April 20, 2020
Word of the Week: Duality
Can I be super honest about something? I’ve been judging the shit out of people lately.
Judging their fears
Judging their anxiety
Judging their inability to slow down
Judging their hoarding
Judging their hand sanitizer and face masks and surgical gloves
Judging their virtual workouts
Judging their news articles
Judging their business decisions
Judging their not-so-helpful responses like “Stay Safe!” (I still don’t really know what that means)
Judging their attempts to control others
Judging their refusal to go outside
Judging their lack of eye contact when they do
Judging their lectures about being “socially responsible” (which often seem like a projection of their own fears)
Judging their martyrdom
Judging their elitism and privilege and intellectualizing
Judging their discomfort with mortality
Judging their unawareness of the global shift in consciousness that’s happening
And then, the unthinkable happened.
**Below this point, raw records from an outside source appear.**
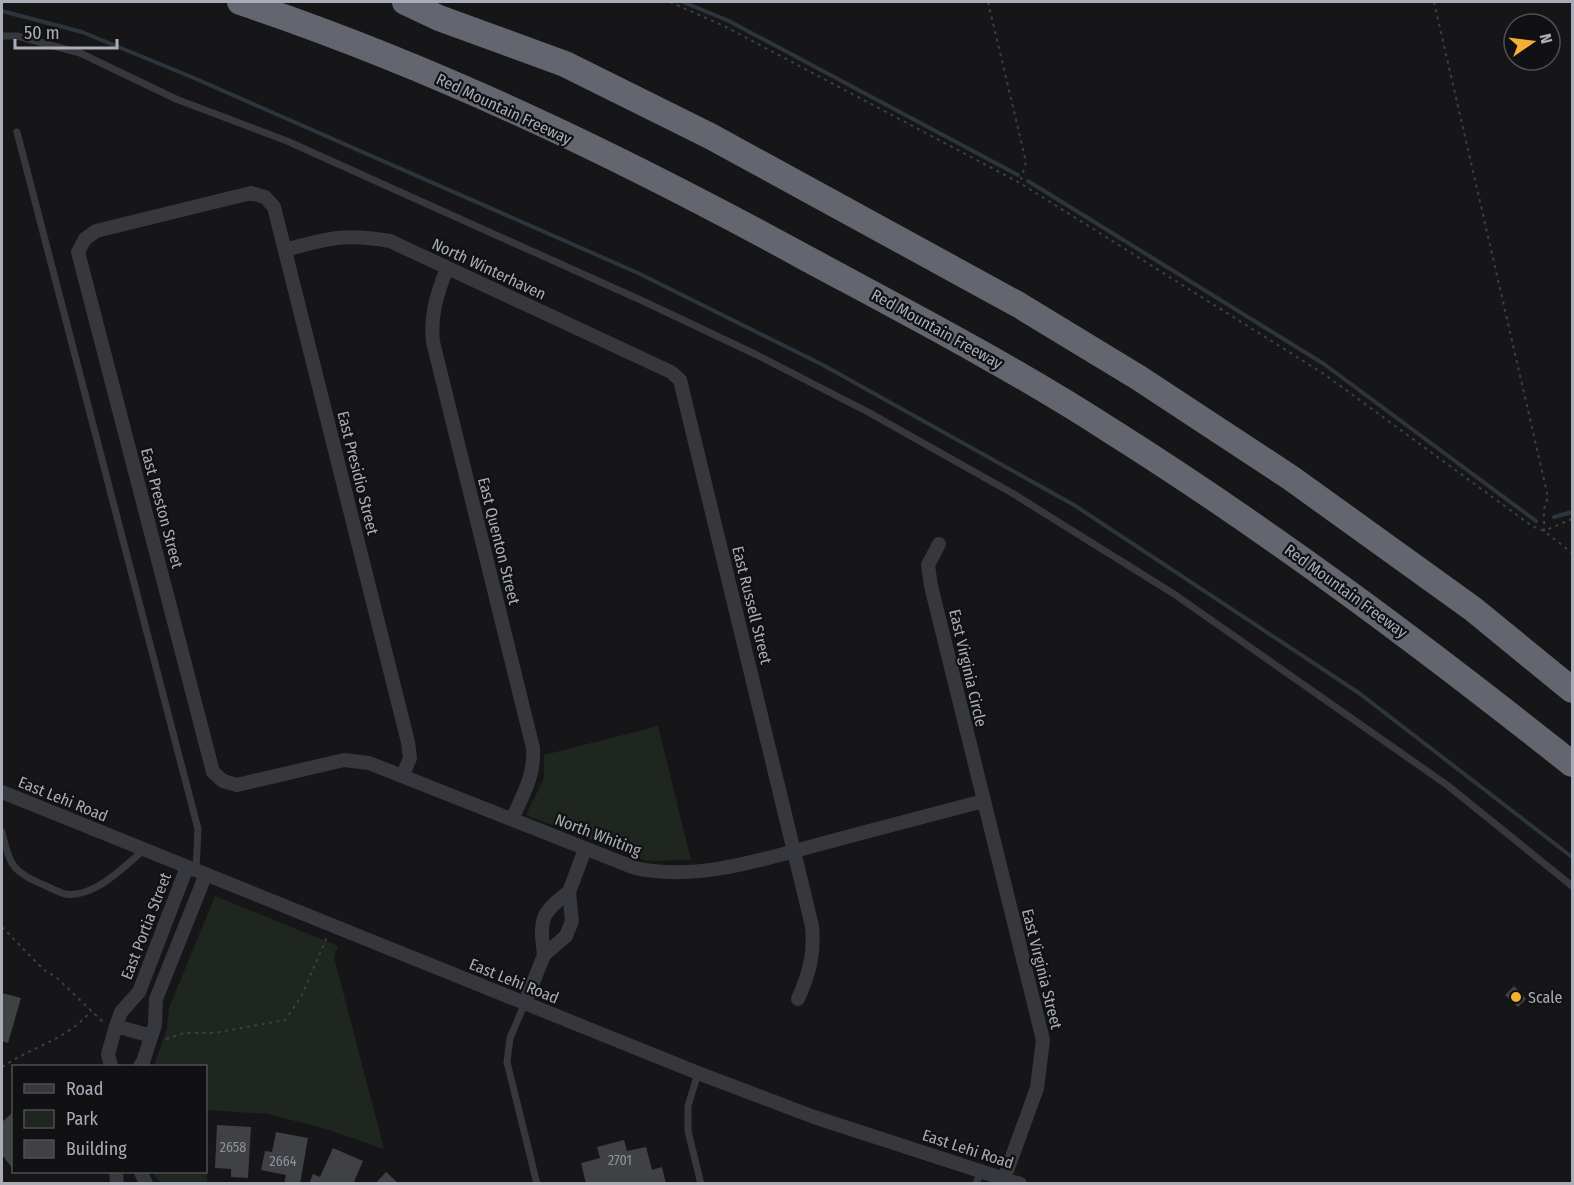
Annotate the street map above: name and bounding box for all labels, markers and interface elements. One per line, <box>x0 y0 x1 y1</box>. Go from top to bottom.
scale bar <box>15 12 117 50</box>
north arrow <box>1502 12 1562 72</box>
text: 50 m <box>24 22 60 44</box>
text: N <box>1536 32 1556 45</box>
street label: Red Mountain Freeway <box>433 69 575 149</box>
street label: North Winterhaven <box>429 234 549 304</box>
street label: Red Mountain Freeway <box>868 285 1007 373</box>
street label: East Presidio Street <box>333 409 383 538</box>
street label: East Preston Street <box>137 446 187 571</box>
street label: East Quenton Street <box>474 475 524 607</box>
street label: Red Mountain Freeway <box>1281 540 1412 642</box>
street label: East Russell Street <box>728 544 776 667</box>
street label: East Virginia Circle <box>945 607 991 729</box>
street label: East Lehi Road <box>15 772 111 826</box>
street label: North Whiting <box>552 810 644 860</box>
street label: East Portia Street <box>117 869 175 982</box>
street label: East Virginia Street <box>1018 907 1066 1032</box>
street label: East Lehi Road <box>466 954 562 1008</box>
place label: Scale <box>1528 988 1562 1007</box>
marker: Scale <box>1509 990 1523 1004</box>
legend <box>12 1065 207 1173</box>
text: Road <box>66 1078 103 1100</box>
text: Park <box>66 1108 99 1130</box>
street label: East Lehi Road <box>920 1125 1016 1173</box>
text: Building <box>66 1138 127 1160</box>
house number: 2658 <box>220 1139 246 1156</box>
house number: 2701 <box>608 1152 632 1169</box>
house number: 2664 <box>270 1153 297 1170</box>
I BECAME ONE OF THOSE PEOPLE.
Almost overnight, I got sucked into the anxiety vortex and was suddenly buying a million Lysol wipes, opening doors with my elbows, and playing out worst-case scenarios in my head.
Embarrassed, I remember crying to my therapist: “I feel really dumb for falling for it.”
“Dumb for feeling scared?” asked my therapist. “Why is being scared something to be ashamed of?”
“I guess I thought, after all of this work, I would have been able to stay strong,” I said. “Like, I wouldn’t get pulled into the panic like everyone else.”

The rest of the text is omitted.